■ **Assigned task**
Below are entries to return in full. Keep each one exact.

■ **Data for this exercise**
• • • •

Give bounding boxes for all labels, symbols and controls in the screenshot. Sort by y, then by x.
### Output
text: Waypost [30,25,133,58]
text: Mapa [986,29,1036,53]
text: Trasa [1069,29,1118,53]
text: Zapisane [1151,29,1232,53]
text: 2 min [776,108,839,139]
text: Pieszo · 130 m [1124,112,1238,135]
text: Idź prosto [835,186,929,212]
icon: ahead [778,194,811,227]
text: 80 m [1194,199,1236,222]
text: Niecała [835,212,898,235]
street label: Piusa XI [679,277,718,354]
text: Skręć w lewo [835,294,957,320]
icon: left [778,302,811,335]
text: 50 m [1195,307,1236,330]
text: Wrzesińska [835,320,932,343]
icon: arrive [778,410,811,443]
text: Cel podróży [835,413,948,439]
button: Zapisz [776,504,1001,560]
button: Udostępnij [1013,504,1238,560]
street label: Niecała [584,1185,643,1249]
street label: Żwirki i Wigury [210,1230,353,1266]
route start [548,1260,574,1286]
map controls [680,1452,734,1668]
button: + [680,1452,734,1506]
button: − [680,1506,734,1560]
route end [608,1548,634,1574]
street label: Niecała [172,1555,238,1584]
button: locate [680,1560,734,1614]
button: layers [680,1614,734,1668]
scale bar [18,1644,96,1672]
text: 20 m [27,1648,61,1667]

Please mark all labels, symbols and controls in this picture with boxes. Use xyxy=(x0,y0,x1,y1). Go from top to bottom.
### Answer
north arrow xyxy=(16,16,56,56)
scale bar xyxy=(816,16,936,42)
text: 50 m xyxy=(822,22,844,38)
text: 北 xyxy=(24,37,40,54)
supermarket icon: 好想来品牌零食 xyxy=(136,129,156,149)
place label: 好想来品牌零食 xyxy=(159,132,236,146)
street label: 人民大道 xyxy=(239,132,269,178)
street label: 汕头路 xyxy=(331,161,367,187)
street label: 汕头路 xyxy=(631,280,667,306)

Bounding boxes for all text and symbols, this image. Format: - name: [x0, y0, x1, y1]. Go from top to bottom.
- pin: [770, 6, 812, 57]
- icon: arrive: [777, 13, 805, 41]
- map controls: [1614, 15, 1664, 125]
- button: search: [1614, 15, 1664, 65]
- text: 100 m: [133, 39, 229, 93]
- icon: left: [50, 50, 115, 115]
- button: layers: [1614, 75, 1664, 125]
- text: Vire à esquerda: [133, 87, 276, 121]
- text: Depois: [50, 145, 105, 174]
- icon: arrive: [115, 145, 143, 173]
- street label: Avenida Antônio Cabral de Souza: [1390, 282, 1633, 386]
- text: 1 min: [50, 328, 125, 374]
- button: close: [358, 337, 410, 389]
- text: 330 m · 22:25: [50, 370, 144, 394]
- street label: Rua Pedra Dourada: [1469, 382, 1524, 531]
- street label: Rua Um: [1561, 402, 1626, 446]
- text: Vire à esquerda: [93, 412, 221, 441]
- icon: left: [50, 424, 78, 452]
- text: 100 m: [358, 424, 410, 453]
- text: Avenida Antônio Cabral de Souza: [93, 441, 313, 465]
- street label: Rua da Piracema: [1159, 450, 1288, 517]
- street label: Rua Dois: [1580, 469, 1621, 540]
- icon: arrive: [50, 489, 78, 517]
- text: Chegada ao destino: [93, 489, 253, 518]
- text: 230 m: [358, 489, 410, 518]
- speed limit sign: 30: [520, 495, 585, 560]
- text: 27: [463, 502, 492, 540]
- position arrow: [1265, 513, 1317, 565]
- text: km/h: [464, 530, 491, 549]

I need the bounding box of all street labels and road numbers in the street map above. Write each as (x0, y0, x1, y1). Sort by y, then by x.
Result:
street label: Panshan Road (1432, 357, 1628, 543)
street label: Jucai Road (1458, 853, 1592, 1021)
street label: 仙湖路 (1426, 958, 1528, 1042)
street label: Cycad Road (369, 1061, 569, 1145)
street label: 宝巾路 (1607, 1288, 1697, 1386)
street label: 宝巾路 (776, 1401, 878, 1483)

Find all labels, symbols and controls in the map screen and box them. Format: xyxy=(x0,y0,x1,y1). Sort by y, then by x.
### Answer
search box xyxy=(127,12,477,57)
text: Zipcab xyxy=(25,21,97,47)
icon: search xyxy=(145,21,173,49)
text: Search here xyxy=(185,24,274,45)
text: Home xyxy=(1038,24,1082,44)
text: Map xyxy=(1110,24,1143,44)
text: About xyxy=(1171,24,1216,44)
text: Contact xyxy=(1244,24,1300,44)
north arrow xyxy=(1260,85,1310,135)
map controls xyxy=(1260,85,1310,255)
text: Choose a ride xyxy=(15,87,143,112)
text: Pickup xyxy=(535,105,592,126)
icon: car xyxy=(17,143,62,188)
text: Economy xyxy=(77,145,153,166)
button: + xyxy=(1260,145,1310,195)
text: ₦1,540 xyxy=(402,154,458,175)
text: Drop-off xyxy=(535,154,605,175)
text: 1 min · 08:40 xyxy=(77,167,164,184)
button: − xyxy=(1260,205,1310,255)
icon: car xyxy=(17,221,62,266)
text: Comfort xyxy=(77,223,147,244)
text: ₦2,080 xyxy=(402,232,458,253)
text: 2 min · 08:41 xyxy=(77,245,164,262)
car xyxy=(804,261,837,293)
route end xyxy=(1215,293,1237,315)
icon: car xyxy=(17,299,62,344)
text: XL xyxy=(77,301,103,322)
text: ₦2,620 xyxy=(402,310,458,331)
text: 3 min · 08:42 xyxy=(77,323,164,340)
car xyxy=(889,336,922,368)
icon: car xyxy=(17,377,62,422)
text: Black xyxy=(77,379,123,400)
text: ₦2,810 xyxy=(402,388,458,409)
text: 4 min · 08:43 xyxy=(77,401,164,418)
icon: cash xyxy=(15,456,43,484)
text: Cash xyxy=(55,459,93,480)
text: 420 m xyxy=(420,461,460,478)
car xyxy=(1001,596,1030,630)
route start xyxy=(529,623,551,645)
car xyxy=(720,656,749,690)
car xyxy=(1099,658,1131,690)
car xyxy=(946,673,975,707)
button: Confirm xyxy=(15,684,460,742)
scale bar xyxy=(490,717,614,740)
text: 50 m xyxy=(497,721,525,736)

• • • •

■ **Task result**
Give bounding boxes for all labels, symbols and controls in the screenshot. Sort by y, then by x.
### Output
text: Waypost [30,25,133,58]
text: Mapa [986,29,1036,53]
text: Trasa [1069,29,1118,53]
text: Zapisane [1151,29,1232,53]
text: 2 min [776,108,839,139]
text: Pieszo · 130 m [1124,112,1238,135]
text: Idź prosto [835,186,929,212]
icon: ahead [778,194,811,227]
text: 80 m [1194,199,1236,222]
text: Niecała [835,212,898,235]
street label: Piusa XI [679,277,718,354]
text: Skręć w lewo [835,294,957,320]
icon: left [778,302,811,335]
text: 50 m [1195,307,1236,330]
text: Wrzesińska [835,320,932,343]
icon: arrive [778,410,811,443]
text: Cel podróży [835,413,948,439]
button: Zapisz [776,504,1001,560]
button: Udostępnij [1013,504,1238,560]
street label: Niecała [584,1185,643,1249]
street label: Żwirki i Wigury [210,1230,353,1266]
route start [548,1260,574,1286]
map controls [680,1452,734,1668]
button: + [680,1452,734,1506]
button: − [680,1506,734,1560]
route end [608,1548,634,1574]
street label: Niecała [172,1555,238,1584]
button: locate [680,1560,734,1614]
button: layers [680,1614,734,1668]
scale bar [18,1644,96,1672]
text: 20 m [27,1648,61,1667]

Please mark all labels, symbols and controls in this picture with boxes. Use xyxy=(x0,y0,x1,y1). Go from top to bottom.
### Answer
north arrow xyxy=(16,16,56,56)
scale bar xyxy=(816,16,936,42)
text: 50 m xyxy=(822,22,844,38)
text: 北 xyxy=(24,37,40,54)
supermarket icon: 好想来品牌零食 xyxy=(136,129,156,149)
place label: 好想来品牌零食 xyxy=(159,132,236,146)
street label: 人民大道 xyxy=(239,132,269,178)
street label: 汕头路 xyxy=(331,161,367,187)
street label: 汕头路 xyxy=(631,280,667,306)

Bounding boxes for all text and symbols, this image. Format: - name: [x0, y0, x1, y1]. Go from top to bottom.
- pin: [770, 6, 812, 57]
- icon: arrive: [777, 13, 805, 41]
- map controls: [1614, 15, 1664, 125]
- button: search: [1614, 15, 1664, 65]
- text: 100 m: [133, 39, 229, 93]
- icon: left: [50, 50, 115, 115]
- button: layers: [1614, 75, 1664, 125]
- text: Vire à esquerda: [133, 87, 276, 121]
- text: Depois: [50, 145, 105, 174]
- icon: arrive: [115, 145, 143, 173]
- street label: Avenida Antônio Cabral de Souza: [1390, 282, 1633, 386]
- text: 1 min: [50, 328, 125, 374]
- button: close: [358, 337, 410, 389]
- text: 330 m · 22:25: [50, 370, 144, 394]
- street label: Rua Pedra Dourada: [1469, 382, 1524, 531]
- street label: Rua Um: [1561, 402, 1626, 446]
- text: Vire à esquerda: [93, 412, 221, 441]
- icon: left: [50, 424, 78, 452]
- text: 100 m: [358, 424, 410, 453]
- text: Avenida Antônio Cabral de Souza: [93, 441, 313, 465]
- street label: Rua da Piracema: [1159, 450, 1288, 517]
- street label: Rua Dois: [1580, 469, 1621, 540]
- icon: arrive: [50, 489, 78, 517]
- text: Chegada ao destino: [93, 489, 253, 518]
- text: 230 m: [358, 489, 410, 518]
- speed limit sign: 30: [520, 495, 585, 560]
- text: 27: [463, 502, 492, 540]
- position arrow: [1265, 513, 1317, 565]
- text: km/h: [464, 530, 491, 549]

I need the bounding box of all street labels and road numbers in the street map above. Write each as (x0, y0, x1, y1). Sort by y, then by x.
Result:
street label: Panshan Road (1432, 357, 1628, 543)
street label: Jucai Road (1458, 853, 1592, 1021)
street label: 仙湖路 (1426, 958, 1528, 1042)
street label: Cycad Road (369, 1061, 569, 1145)
street label: 宝巾路 (1607, 1288, 1697, 1386)
street label: 宝巾路 (776, 1401, 878, 1483)

Find all labels, symbols and controls in the map screen and box them. Format: xyxy=(x0,y0,x1,y1). Sort by y, then by x.
### Answer
search box xyxy=(127,12,477,57)
text: Zipcab xyxy=(25,21,97,47)
icon: search xyxy=(145,21,173,49)
text: Search here xyxy=(185,24,274,45)
text: Home xyxy=(1038,24,1082,44)
text: Map xyxy=(1110,24,1143,44)
text: About xyxy=(1171,24,1216,44)
text: Contact xyxy=(1244,24,1300,44)
north arrow xyxy=(1260,85,1310,135)
map controls xyxy=(1260,85,1310,255)
text: Choose a ride xyxy=(15,87,143,112)
text: Pickup xyxy=(535,105,592,126)
icon: car xyxy=(17,143,62,188)
text: Economy xyxy=(77,145,153,166)
button: + xyxy=(1260,145,1310,195)
text: ₦1,540 xyxy=(402,154,458,175)
text: Drop-off xyxy=(535,154,605,175)
text: 1 min · 08:40 xyxy=(77,167,164,184)
button: − xyxy=(1260,205,1310,255)
icon: car xyxy=(17,221,62,266)
text: Comfort xyxy=(77,223,147,244)
text: ₦2,080 xyxy=(402,232,458,253)
text: 2 min · 08:41 xyxy=(77,245,164,262)
car xyxy=(804,261,837,293)
route end xyxy=(1215,293,1237,315)
icon: car xyxy=(17,299,62,344)
text: XL xyxy=(77,301,103,322)
text: ₦2,620 xyxy=(402,310,458,331)
text: 3 min · 08:42 xyxy=(77,323,164,340)
car xyxy=(889,336,922,368)
icon: car xyxy=(17,377,62,422)
text: Black xyxy=(77,379,123,400)
text: ₦2,810 xyxy=(402,388,458,409)
text: 4 min · 08:43 xyxy=(77,401,164,418)
icon: cash xyxy=(15,456,43,484)
text: Cash xyxy=(55,459,93,480)
text: 420 m xyxy=(420,461,460,478)
car xyxy=(1001,596,1030,630)
route start xyxy=(529,623,551,645)
car xyxy=(720,656,749,690)
car xyxy=(1099,658,1131,690)
car xyxy=(946,673,975,707)
button: Confirm xyxy=(15,684,460,742)
scale bar xyxy=(490,717,614,740)
text: 50 m xyxy=(497,721,525,736)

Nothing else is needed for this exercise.